Saying that education is "at the heart and soul of California's future," California State Treasurer Phil Angelides launched a statewide effort to save school spending from proposed state budget cuts. Speaking at news conferences in Danville, Citrus Heights, Chico and San Diego, he urged Gov. Gray Davis and the Legislature to reject any additional cuts in education for the current and next fiscal years.
Angelides was joined at the news conferences by parents, teachers and education officials, including Nancy Waltz, president of the San Juan Teachers Association; Mary Jane Keogh, president of the San Ramon Teachers Association; George Young, president of the Chico Unified Teachers Association; and Jim Groth, president of the Chula Vista Teachers Association. The groups asked the governor and lawmakers to seriously consider new revenue options to help ensure a well-educated workforce for California's future.
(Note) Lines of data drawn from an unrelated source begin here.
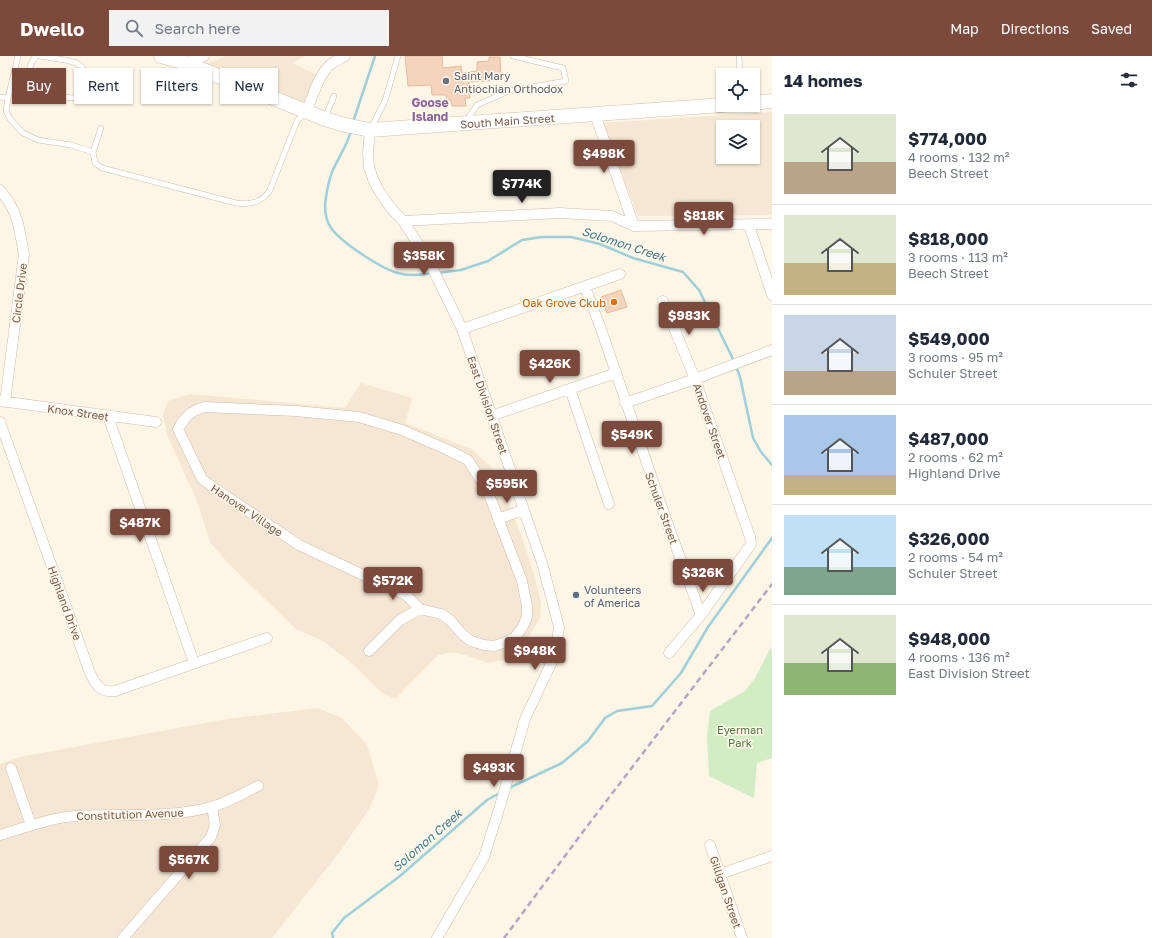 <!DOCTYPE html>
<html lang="en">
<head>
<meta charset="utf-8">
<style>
  body { margin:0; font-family:"Golos Text",sans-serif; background:#f2f2f3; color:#1f2937; height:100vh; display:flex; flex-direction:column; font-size:15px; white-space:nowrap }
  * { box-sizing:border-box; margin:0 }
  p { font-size:13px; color:#747a83 }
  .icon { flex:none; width:22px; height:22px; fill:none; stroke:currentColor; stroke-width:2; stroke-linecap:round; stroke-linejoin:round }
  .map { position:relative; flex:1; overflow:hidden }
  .drawer { display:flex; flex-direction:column; background:#fff; width:380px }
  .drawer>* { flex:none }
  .hud { position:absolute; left:12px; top:12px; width:380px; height:36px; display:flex; gap:8px }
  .tools { position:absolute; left:716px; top:12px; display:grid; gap:8px }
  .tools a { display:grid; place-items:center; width:44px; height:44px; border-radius:0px; background:#fff; box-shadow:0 1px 3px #0004; font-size:20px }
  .price { position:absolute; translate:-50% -34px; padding:0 9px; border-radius:4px; background:#7c493d; color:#fff; font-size:13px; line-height:26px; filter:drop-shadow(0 1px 2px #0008) }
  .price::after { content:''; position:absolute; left:50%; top:24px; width:12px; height:9px; margin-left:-6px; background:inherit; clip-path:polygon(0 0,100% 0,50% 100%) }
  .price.active { background:#222; color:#fff }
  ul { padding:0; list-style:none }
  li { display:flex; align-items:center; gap:12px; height:100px; padding:0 12px }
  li+li { border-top:1px solid #e0e1e3 }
  li span { display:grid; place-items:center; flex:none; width:112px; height:80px; border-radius:0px; color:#555 }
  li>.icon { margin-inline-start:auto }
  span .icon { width:48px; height:48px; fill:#fffc; stroke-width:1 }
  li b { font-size:17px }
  h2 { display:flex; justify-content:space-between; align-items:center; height:48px; padding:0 12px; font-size:17px }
  .pill { padding:0 14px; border-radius:0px; background:#fff; box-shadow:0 1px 3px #0004; font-size:14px; line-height:36px }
  .pill.active { background:#7c493d; color:#fff }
  header { display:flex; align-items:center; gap:24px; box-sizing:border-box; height:56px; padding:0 20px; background:#7c493d; color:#fff }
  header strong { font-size:19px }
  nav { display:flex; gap:22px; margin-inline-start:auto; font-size:14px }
  .search { width:280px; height:36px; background:#f2f2f3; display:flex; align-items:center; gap:10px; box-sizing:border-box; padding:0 14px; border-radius:0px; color:#747a83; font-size:15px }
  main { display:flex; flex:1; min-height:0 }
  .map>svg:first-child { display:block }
  .residential { fill:#f5e7d3; fill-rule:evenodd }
  .green { fill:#d2ecc3 }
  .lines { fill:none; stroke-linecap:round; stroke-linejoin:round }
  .stream { stroke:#9ecfda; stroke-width:2.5 }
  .building { fill:#f4d4bc; stroke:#e8bb9b }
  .service-casing { stroke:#d0bcab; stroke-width:6 }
  .minor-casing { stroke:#d0bcab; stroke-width:11 }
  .secondary-casing { stroke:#d5bfab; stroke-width:15 }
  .service { stroke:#fff; stroke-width:5 }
  .minor { stroke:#fff; stroke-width:10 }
  .secondary { stroke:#fff; stroke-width:14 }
  .rail { stroke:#b8a3c8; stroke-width:2.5; stroke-dasharray:6 4; stroke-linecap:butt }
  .worship-dot { fill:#6b7280; stroke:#fff8ed; stroke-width:1.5 }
  .food-dot { fill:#e8710a; stroke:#fff8ed; stroke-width:1.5 }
  .service-dot { fill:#5c6f8a; stroke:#fff8ed; stroke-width:1.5 }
  .labels { text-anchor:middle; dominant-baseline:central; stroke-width:3; stroke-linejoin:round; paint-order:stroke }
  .worship-label { font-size:11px; fill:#5b616d; stroke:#fff8ed; text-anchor:start }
  .street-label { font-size:11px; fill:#785b49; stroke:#fff8ed }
  .food-label { font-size:11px; fill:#c56008; stroke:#fff8ed; text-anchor:end }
  .service-label { font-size:11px; fill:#4e5e75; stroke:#fff8ed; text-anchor:start }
  .park-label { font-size:11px; fill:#4c793d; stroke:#fff8ed }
  .neighbourhood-label { font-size:12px; font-weight:bold; fill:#8b649c; stroke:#fff8ed }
  .water-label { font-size:12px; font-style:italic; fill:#3f7785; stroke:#fff8ed }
</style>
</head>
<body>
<header>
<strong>Dwello</strong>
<div class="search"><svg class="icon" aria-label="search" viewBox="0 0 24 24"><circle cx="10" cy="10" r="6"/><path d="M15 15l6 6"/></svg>Search here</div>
<nav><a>Map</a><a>Directions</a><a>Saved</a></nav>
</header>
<main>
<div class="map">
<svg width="772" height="882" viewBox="0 0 772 882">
  <rect width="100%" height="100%" fill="#fdf5e5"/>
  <!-- residential -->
  <path class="residential" d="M 226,0 L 305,0 L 292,7 L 319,20 L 306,48 L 204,9 Z
    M 772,56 L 772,159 L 638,160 L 602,67 ZM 723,71 L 753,71 L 753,101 L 723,101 Z
    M 361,327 L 412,342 L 405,367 L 471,393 L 490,410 L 507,444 L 521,478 L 535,521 L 541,548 L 540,561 L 533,574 L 522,591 L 504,604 L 488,607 L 465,599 L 453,596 L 438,599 L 395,643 L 381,636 L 354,609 L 323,585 L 296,573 L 229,508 L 210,486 L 197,445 L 167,379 L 163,359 L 168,345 L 189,338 L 345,352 Z
    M 318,652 L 342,662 L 367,689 L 379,729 L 369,753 L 341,794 L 272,882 L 0,882 L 0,708 L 20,701 L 227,663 Z"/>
  <!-- green -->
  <path class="green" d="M 771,591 L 772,596 L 772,702 L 757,707 L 754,742 L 709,720 L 707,682 L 710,655 L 745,635 L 755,622 Z"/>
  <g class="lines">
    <!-- stream -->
    <path class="stream" d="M 353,66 L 375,0
      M 351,75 C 347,90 338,102 332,116 C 329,124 326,140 325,149 C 325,157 327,166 331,172 C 342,187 384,215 402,218 C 412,220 422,219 432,217
      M 437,217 L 461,214 L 488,205 L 522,184 L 542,181 L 571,181 L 600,188 L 633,202 L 683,216 L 699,234 L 734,305
      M 736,310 L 740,321 L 753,382 L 761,396 L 772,409
      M 509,732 L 562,707 L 588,685 L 605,662 L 617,655 L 652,650 L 681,617 L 708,571 L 772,482
      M 333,882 L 332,877 L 344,862 L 400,820 L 487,744 L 500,737"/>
  </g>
  <!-- building -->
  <path class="building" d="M 405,0 L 442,0 L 443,12 L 461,10 L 462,17 L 477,15 L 477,6 L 489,5 L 489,1 L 500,1 L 501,24 L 469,26 L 470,42 L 465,42 L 466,50 L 452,50 L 451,44 L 447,45 L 446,39 L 432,39 L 431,29 L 408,30 Z
    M 621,234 L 627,251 L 607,257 L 601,241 Z"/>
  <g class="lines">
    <!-- service casing -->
    <g class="service-casing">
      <path id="service" d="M 739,0 L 740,19
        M 32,31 C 29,19 27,10 36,0
        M 10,33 L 32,31 L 38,33 L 49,40 L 75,42 L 81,40 L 85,37 L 88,30 L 89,25 L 87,19 L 82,11 L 77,7 L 65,4 L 40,0
        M 0,41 L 8,42 L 18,0
        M 8,42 L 6,55 L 10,63 L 23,77 L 38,84 L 71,89 L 93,96 L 101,72
        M 325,62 L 334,40
        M 466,65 L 477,49 L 509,35 L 566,25 L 563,12 L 513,0
        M 371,72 L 385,45 L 398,0
        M 93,96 L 95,107 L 102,112 L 236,147 C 250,149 262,147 270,134 L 297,65 L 305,57"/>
    </g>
    <!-- minor casing -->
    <g class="minor-casing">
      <path id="minor" d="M 186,7 L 204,0
        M 306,56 C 313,41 318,19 331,8 C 335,5 340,3 345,0
        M 595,58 L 634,170
        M 370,74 L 368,98 L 369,111 L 373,123 L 379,135 L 390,151 L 403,165 L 428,203 L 462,273 L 542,507 L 559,571 L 555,599 L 525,663 L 500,750 L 484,801 L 437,882
        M 0,134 L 9,146 L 14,156 L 18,167 L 24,198 L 5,346
        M 403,165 L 560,157 L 612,160 L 634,170 L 772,168
        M 749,169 L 772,239
        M 585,231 L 601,273 L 667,466 L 701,559
        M 663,245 L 695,323 L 750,481 L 751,488 L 701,559 L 669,597
        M 462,273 L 620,218
        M 570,333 L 609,448
        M 0,345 L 156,366
        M 625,347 L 695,323 L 772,294
        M 204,351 L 296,355 L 359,361 L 402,374 L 446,393 L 468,404 L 484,429 L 490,441 L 522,525 L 527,550 L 527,561 L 522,572 L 515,581 L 506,586 L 494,590 L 484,589 L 471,585 L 462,578 L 450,564 L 441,558 L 420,553 L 406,539 L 299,489 L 217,434 L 202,423 L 178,373 C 186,360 189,356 204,351 Z
        M 108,360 L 194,607
        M 491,360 L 616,317
        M 0,366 L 90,617 C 96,629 100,637 115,635 L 267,582
        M 498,463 L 523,454
        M 369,595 L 400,564 L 420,553
        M 11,712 L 31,769
        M 0,779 C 23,772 53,761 77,760 C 122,757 167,763 211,751 C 227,747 243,737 258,730
        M 710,789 L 742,882
        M 720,818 L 772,800
        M 123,882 L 211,781 L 215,769 L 212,751"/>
    </g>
    <!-- secondary casing -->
    <g class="secondary-casing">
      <g id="secondary">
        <path id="s1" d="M 161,0 L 186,7 L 325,63 L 345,69 L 370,74 L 723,49"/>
        <path d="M 753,47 L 772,45"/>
      </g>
    </g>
    <!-- service -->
    <use href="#service" class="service"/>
    <!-- minor -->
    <use href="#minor" class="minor"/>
    <!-- secondary -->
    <use href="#secondary" class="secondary"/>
    <!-- rail -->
    <path class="rail" d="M 504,882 L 585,773 L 772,528"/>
  </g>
  <!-- markers -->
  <circle class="worship-dot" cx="446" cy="25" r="4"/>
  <circle class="food-dot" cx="614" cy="246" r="4"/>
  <circle class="service-dot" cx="576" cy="539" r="4"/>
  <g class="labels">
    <!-- worship labels -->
    <g class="worship-label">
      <text x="454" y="19">Saint Mary<tspan x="454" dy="13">Antiochian Orthodox</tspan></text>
    </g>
    <!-- street labels -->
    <g class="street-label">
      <text stroke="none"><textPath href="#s1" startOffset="360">South Main Street</textPath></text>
      <text transform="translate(19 237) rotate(-83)">Circle Drive</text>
      <text transform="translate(488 349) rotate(71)">East Division Street</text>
      <text transform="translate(78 356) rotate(8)">Knox Street</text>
      <text transform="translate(710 365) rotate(71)">Andover Street</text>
      <text transform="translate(662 452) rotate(70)">Schuler Street</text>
      <text transform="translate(247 454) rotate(34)">Hanover Village</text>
      <text transform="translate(65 547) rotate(70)">Highland Drive</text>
      <text transform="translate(130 758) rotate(-2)">Constitution Avenue</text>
      <text transform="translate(726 836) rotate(71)">Gilligan Street</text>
    </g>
    <!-- food labels -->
    <g class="food-label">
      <text x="606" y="246">Oak Grove Ckub</text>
    </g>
    <!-- service labels -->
    <g class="service-label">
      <text x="584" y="533">Volunteers<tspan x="584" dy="13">of America</tspan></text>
    </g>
    <!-- park labels -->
    <g class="park-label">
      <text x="740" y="673">Eyerman<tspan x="740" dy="13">Park</tspan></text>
    </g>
    <!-- neighbourhood labels -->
    <g class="neighbourhood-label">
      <text x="430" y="46">Goose<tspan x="430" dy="14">Island</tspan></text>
    </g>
    <!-- water labels -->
    <g class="water-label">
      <text transform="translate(624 188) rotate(18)">Solomon Creek</text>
      <text transform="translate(427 784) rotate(-41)">Solomon Creek</text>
    </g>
  </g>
</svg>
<div class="tools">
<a><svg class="icon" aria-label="locate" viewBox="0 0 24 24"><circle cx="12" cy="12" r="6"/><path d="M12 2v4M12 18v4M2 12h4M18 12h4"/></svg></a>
<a><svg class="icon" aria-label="layers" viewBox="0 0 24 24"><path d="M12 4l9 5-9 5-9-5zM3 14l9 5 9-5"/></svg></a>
</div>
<b class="price" style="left:604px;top:118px">$498K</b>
<b class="price active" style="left:522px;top:148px">$774K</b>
<b class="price" style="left:704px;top:180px">$818K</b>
<b class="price" style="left:424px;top:220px">$358K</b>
<b class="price" style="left:689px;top:280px">$983K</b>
<b class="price" style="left:550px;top:328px">$426K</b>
<b class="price" style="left:632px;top:399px">$549K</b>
<b class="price" style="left:507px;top:448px">$595K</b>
<b class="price" style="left:140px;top:487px">$487K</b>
<b class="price" style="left:703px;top:537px">$326K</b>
<b class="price" style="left:393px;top:545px">$572K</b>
<b class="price" style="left:535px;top:615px">$948K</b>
<b class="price" style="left:494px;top:732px">$493K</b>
<b class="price" style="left:189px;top:824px">$567K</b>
<div class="hud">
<a class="pill active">Buy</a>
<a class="pill">Rent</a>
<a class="pill">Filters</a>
<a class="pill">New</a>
</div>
</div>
<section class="drawer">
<h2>14 homes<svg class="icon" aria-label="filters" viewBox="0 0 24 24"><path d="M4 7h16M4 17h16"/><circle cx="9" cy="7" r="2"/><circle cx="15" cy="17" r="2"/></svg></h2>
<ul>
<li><span style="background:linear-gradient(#dfe7d0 60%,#b9a48a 0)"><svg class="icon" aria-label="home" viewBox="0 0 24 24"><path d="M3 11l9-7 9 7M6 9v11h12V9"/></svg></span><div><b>$774,000</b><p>4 rooms · 132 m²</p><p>Beech Street</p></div></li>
<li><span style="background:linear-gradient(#dfe7d0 60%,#c2b280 0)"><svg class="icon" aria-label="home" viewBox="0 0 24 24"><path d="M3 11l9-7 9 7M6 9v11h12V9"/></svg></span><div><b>$818,000</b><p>3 rooms · 113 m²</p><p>Beech Street</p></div></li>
<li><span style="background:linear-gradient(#c9d6e8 70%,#b9a48a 0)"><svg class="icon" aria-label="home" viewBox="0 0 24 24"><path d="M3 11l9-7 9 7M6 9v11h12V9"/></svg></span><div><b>$549,000</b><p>3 rooms · 95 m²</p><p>Schuler Street</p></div></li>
<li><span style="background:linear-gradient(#a9c7e8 75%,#c2b280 0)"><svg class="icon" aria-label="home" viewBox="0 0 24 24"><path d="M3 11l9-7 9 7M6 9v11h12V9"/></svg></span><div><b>$487,000</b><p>2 rooms · 62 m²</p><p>Highland Drive</p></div></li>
<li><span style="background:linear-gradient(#bfe0f5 65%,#7fa58c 0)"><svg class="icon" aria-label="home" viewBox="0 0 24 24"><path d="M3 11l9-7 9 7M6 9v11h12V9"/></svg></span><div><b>$326,000</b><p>2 rooms · 54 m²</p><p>Schuler Street</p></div></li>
<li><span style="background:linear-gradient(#dfe7d0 60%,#8fb573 0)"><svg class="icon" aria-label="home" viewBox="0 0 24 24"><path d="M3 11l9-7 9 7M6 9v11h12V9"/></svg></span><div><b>$948,000</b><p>4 rooms · 136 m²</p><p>East Division Street</p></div></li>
</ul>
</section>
</main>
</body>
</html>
In a letter sent to Gov. Davis and legislative leaders earlier in the week, Angelides charged that the Republican minority in the state Legislature "is refusing to even rationally discuss balanced and fair approaches" to balancing the budget. Their stance "is undermining our fiscal integrity and blocking the critical investments needed to assure California's continued progress." At the news conferences, he asked the governor and lawmakers to "change course on the debate over the budget," and to ensure that the state meets its core responsibility of educating the children of California.
"The strength of our economy in the decades ahead will be in large part dictated by the smart investments we make today in the public fabric of our society," Angelides wrote in his letter. "No other endeavor more aptly illustrates this principle than the education of our state's youth."
Each year, he said, Californians spend more on automobiles than they do on the education of children and more than 10 times what's spent on behalf of the state's university system.
Nothing has transpired over the last year to lead Californians "to retreat from our commitment to first-class schools," Angelides wrote in his letter. "Indeed, there is ample evidence that our increased investment in education over the past few years already has begun to yield positive results."
Acknowledging that "no one likes new or higher taxes," he pointed to economist Stephen Levy of the Center for Continuing Study of the California Economy and Nobel recipient Joseph Stiglitz, whose studies have concluded that temporary tax increases to pay for critical investments such as education represent better economic policy than deep spending cuts.